Die nach § 21 Abs. 1 Satz 1 Nr. 1 EStG steuerbare Tätigkeit ist dabei stets objektbezogen zu betrachten, maßgebend ist die auf ein bestimmtes Objekt ausgerichtete Tätigkeit des Steuerpflichtigen. Für die Abziehbarkeit von Schuldzinsen als Werbungskosten kommt es auf den wirtschaftlichen Zusammenhang mit dem konkreten Vermietungsobjekt im Zeitpunkt ihres jeweiligen Entstehens an. Eine bloße gedankliche Zuweisung eines Darlehens durch den Steuerpflichtigen genügt nicht; die Darlehensmittel müssen vielmehr tatsächlich einem bestimmten Wirtschaftsgut zugeordnet werden können. Es steht nach der erstmaligen objektbezogenen Verwendung einer Darlehensvaluta zur Anschaffung eines Vermietungsobjekts auch nach dessen späterer Veräußerung nicht im Belieben des Steuerpflichtigen, ungeachtet der objektiven Umstände lediglich aufgrund einer bloßen Willensentscheidung diese Fremdmittel einem anderen Vermietungsobjekt zuzuordnen. Dies folgt aus dem Grundsatz, dass das Darlehen auch im Zeitpunkt des jeweiligen Entstehens der Schuldzinsen tatsächlich zum Erzielen von Einkünften – im vorliegenden Falle von solchen aus Vermietung und Verpachtung – verwendet worden sein muss.
Da im Entscheidungsfall mit dem Veräußerungserlös aus dem Objekt A keine neue Einkunftsquelle angeschafft worden ist, dieser aber ausgereicht hätte, um die noch valutierenden Darlehen aus der Anschaffung des Objekts A abzulösen, endete im Streitfall der wirtschaftliche Zusammenhang dieser Darlehen mit der Einkunftsart Vermietung und Verpachtung im Jahr 2007.
Außerdem hat das FG nach Auffassung des BFH zu Recht entschieden, dass rechtliche Hindernisse der Verwendung des Veräußerungserlöses zur Schuldentilgung nicht entgegenstanden. Denn auch bei einem Festzinskredit mit vertraglich vereinbarter Laufzeit begründet das Bedürfnis des Darlehensnehmers nach einer anderweitigen Verwertung des beliehenen Objekts eine Verpflichtung des Darlehensgebers, in eine vorzeitige Darlehensablösung gegen angemessene Vorfälligkeitsentschädigung einzuwilligen. Der Einwand der Kläger, dass die Tilgung eines der beiden Darlehen aus der Ablaufleistung einer zu diesem Zweck abgeschlossenen Kapitallebensversicherung erfolgen sollte, führt zu keiner anderen Beurteilung. Denn dies hinderte die Kläger nicht daran, das Darlehen aus dem Veräußerungserlös zu tilgen und die Ablaufleistungen der Lebensversicherungen für andere Zwecke zu verwenden. Die Schuldzinsen nach Veräußerung des Objekts A waren Gegenleistung für die Überlassung der Darlehensmittel und hingen nicht mehr mit der Einkünfteerzielung aus diesem Objekt zusammen.
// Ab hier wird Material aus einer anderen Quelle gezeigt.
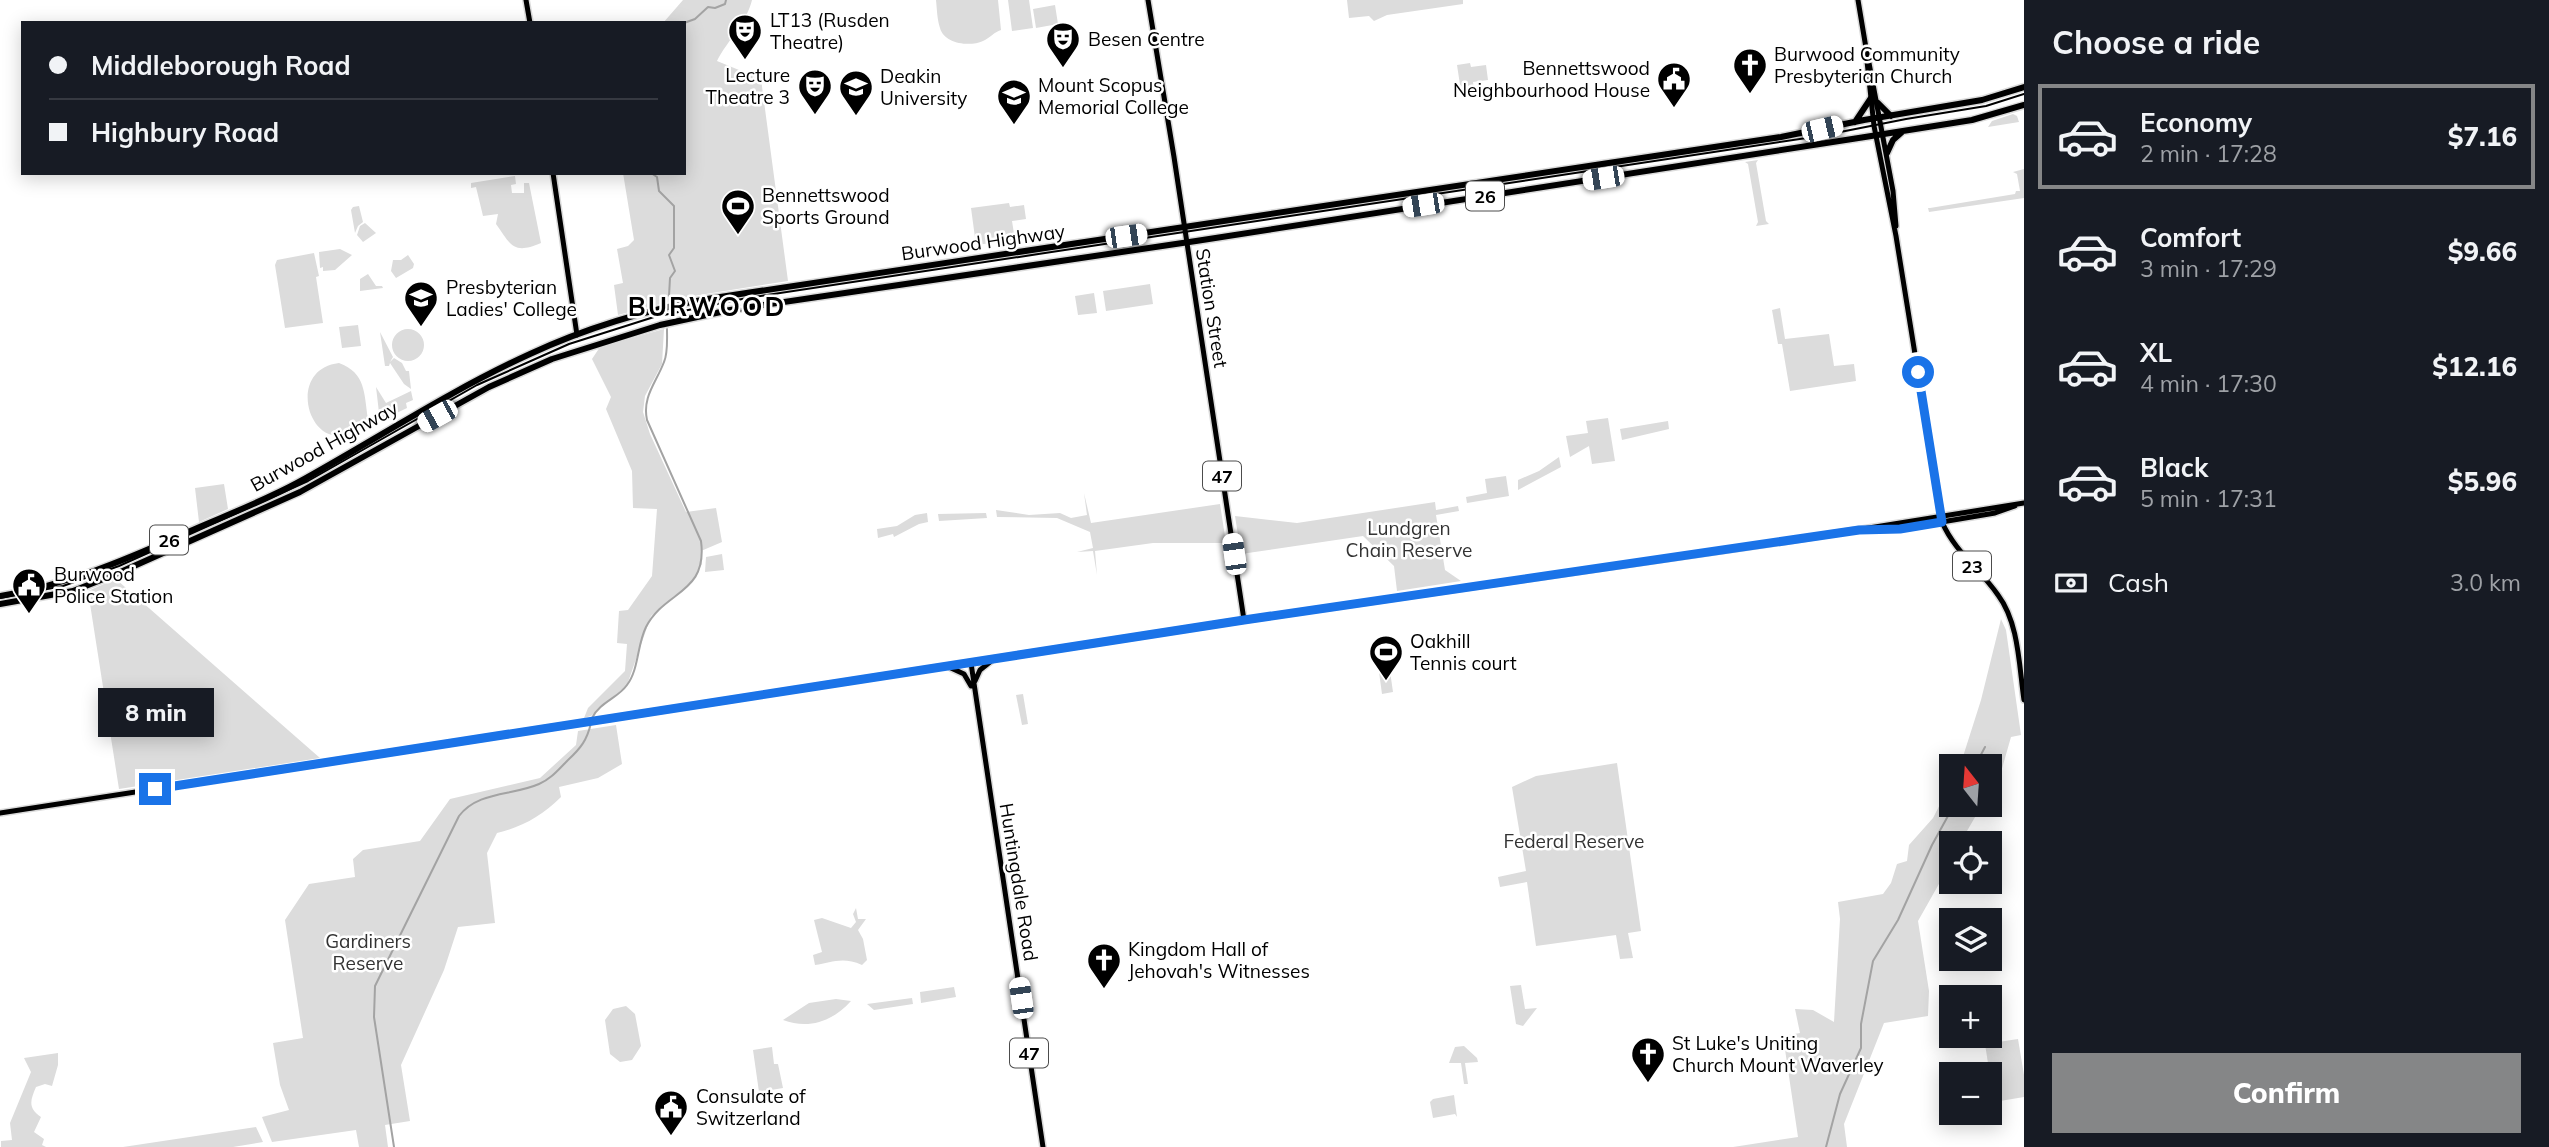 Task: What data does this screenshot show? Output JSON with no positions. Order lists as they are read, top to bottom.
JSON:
{
  "streets": {
    "highway": ["26", "Burwood Highway"],
    "main road": [
      "Station Street",
      "47",
      "23",
      "Huntingdale Road"
    ]
  },
  "crossings": [
    ["Burwood Highway", "Station Street"],
    ["Burwood Highway", "23"],
    ["47", "Huntingdale Road"]
  ],
  "districts": ["BURWOOD"],
  "parks": ["Lundgren Chain Reserve", "Federal Reserve", "Gardiners Reserve"],
  "places": {
    "theatre": ["LT13 (Rusden Theatre)", "Besen Centre", "Lecture Theatre 3"],
    "church": ["Burwood Community Presbyterian Church", "Kingdom Hall of Jehovah's Witnesses", "St Luke's Uniting Church Mount Waverley"],
    "public building": ["Bennettswood Neighbourhood House", "Burwood Police Station", "Consulate of Switzerland"],
    "school or university": ["Deakin University", "Mount Scopus Memorial College", "Presbyterian Ladies' College"],
    "sports": ["Bennettswood Sports Ground", "Oakhill Tennis court"]
  },
  "north": "top",
  "page": {
    "heading": "Choose a ride",
    "banner": ["Middleborough Road", "Highbury Road"],
    "list": [
      {
        "name": "Economy",
        "note": "2 min · 17:28",
        "value": "$7.16"
      },
      {
        "name": "Comfort",
        "note": "3 min · 17:29",
        "value": "$9.66"
      },
      {
        "name": "XL",
        "note": "4 min · 17:30",
        "value": "$12.16"
      },
      {
        "name": "Black",
        "note": "5 min · 17:31",
        "value": "$5.96"
      }
    ],
    "pay": ["Cash", "3.0 km"],
    "bubble": "8 min",
    "map_buttons": ["+", "−"],
    "buttons": "Confirm"
  }
} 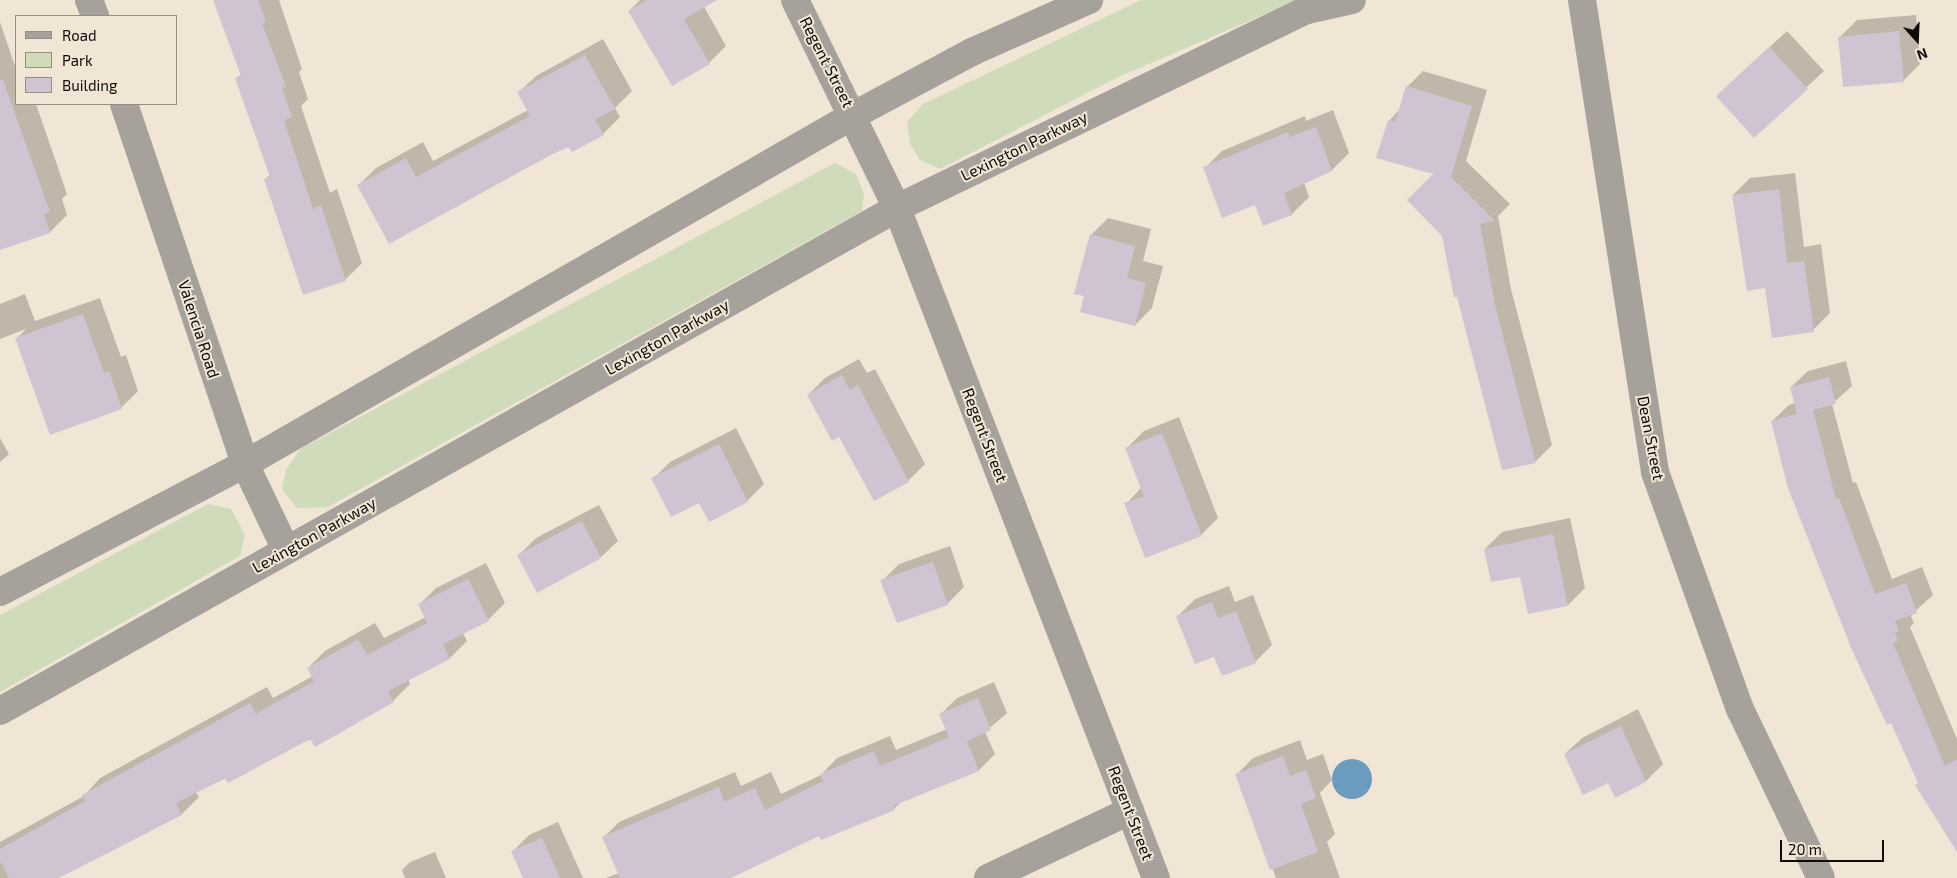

Die streitigen Schuldzinsen können auch nicht als (vorab entstandene) Werbungskosten bei den Vermietungseinkünften aus anderen Objekten abgezogen werden, da die Mittel aus den betreffenden Darlehen nicht tatsächlich zum Erzielen von Vermietungseinkünften in den Streitjahren verwendet wurden. Die Klägerin hat den Erlös aus der Veräußerung nicht zur Anschaffung anderer Vermietungsobjekte eingesetzt, insbesondere wurden die im November 2009 neu angeschafften Immobilien allein durch die Aufnahme neuer Kredite finanziert. Die – nicht durch eine tatsächliche Verwendung begründete – (angebliche) Reinvestitionsabsicht des Veräußerungserlöses in ein noch zu erwerbendes und nicht bestimmtes Vermietungsobjekt reicht nicht aus, um der Surrogationsbetrachtung zu genügen und den notwendigen wirtschaftlichen Zusammenhang mit der Einkunftsart Vermietung und Verpachtung zu begründen.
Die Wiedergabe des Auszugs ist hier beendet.